Following the disposal of Parsons Brinckerhoff, Balfour Beatty will be an £8 billion turnover business comprising:

·    top tier construction businesses in the UK and US, operating across the infrastructure and building sectors

·    a leading investments business, with a full range of finance, development, ownership and asset management capabilities

·    a services division with a number of specialist construction and asset management businesses which naturally complement and enhance the Group's other activities and

·    construction joint ventures in the Far East and Middle East.

Executive Chairman Steve Marshall said: "This sale represents a significant return on Balfour Beatty's investment and a compelling level of value creation for shareholders. Following the sale, Balfour Beatty will be a simplified and more focused Group.  It has leading positions in the UK and US construction and infrastructure markets, all supported by a strong balance sheet.  Leo Quinn joins as Group Chief Executive in the New Year to take the Group forward and to drive shareholder value."

ENDS

Analyst/investor enquiries:

Media enquiries:

Anoop Kang

Patrick Kerr

Tel. +44 (0)20 7216 6913

Tel. +44 (0)20 7963 4258

anoop.kang@balfourbeatty.com

patrick.kerr@balfourbeatty.com

About Balfour Beatty

Balfour Beatty (www.balfourbeatty.com) is an international infrastructure group that delivers world class services essential to the development, creation and care of infrastructure assets; from finance and development, through design and project management to construction and maintenance. Our businesses draw on more than 100 years of experience to deliver the highest levels of quality, safety and technical expertise to our clients principally in the UK and the USA, with developing businesses in Australia, Canada, the Middle East and South East Asia. With proven expertise in delivering infrastructure critical to support communities and society today and in the future, our key market sectors focus on infrastructure - transportation (roads, rail and aviation), power and energy, water, and complex buildings (both commercial and social).  Balfour Beatty employs 40,000 people around the world.

Consideration

The net cash consideration of US$1,242 million (£753 million) is in line with the expected net proceeds announced at the time of the sale, on 3 September 2014.  

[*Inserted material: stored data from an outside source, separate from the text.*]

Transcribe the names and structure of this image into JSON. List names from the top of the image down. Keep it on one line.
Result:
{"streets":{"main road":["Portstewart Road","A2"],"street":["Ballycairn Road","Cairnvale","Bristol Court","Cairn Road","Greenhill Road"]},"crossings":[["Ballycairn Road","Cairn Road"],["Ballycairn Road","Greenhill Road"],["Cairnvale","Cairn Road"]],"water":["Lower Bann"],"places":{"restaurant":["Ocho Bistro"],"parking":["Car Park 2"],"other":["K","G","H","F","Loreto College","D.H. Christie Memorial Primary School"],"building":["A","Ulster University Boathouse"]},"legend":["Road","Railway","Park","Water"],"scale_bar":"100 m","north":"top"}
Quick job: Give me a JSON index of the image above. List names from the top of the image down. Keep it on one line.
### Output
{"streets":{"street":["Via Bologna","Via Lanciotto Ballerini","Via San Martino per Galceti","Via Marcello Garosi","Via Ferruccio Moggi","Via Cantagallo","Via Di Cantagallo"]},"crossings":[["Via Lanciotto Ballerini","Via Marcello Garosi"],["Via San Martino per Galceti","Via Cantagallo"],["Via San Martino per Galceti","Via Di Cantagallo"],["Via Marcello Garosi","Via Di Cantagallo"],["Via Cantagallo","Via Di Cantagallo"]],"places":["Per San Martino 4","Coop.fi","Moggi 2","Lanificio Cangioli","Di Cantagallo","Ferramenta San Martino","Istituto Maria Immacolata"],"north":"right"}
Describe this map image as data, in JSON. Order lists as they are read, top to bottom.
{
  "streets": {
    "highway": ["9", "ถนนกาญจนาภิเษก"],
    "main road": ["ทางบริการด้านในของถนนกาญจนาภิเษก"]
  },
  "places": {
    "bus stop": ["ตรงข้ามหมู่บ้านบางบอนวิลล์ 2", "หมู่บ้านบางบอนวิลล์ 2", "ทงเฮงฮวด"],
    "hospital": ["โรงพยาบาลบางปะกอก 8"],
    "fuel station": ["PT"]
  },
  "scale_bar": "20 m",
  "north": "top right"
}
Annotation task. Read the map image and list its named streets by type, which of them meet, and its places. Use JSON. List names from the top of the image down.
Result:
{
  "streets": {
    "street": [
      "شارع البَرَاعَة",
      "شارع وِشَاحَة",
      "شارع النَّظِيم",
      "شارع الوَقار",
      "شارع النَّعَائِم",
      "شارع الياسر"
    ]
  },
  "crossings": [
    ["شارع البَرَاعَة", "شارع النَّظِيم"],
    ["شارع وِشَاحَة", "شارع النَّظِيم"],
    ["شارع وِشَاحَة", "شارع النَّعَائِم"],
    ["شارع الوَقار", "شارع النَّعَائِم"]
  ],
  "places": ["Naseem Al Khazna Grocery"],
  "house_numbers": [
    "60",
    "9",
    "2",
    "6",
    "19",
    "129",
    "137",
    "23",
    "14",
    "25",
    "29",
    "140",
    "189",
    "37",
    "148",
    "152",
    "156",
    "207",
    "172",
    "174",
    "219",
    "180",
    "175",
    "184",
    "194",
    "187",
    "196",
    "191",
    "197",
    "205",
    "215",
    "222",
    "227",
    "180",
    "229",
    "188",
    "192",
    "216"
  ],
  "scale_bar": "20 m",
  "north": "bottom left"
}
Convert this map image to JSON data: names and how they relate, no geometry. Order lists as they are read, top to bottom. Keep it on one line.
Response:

As part of the finalisation process, adjustments were made to the purchase price to reflect changes to the estimated cash balance retained within Parsons Brinckerhoff, against those agreed at the time of the sale agreement.   The estimated cash balance of US$85 million (£52 million) retained within Parsons Brinckerhoff at sale is $25 million (£15 million) lower than the reference level in the sale and purchase agreement.  As a result, the consideration price has been adjusted by the $25 million to $1,327 million (£805 million).  These amounts remain subject to modest post-closing adjustments for working capital.

An exchange rate of $1.65:£1.00 has been used, consistent with the prevailing exchange rate at the time of sale, as announced on 3 September.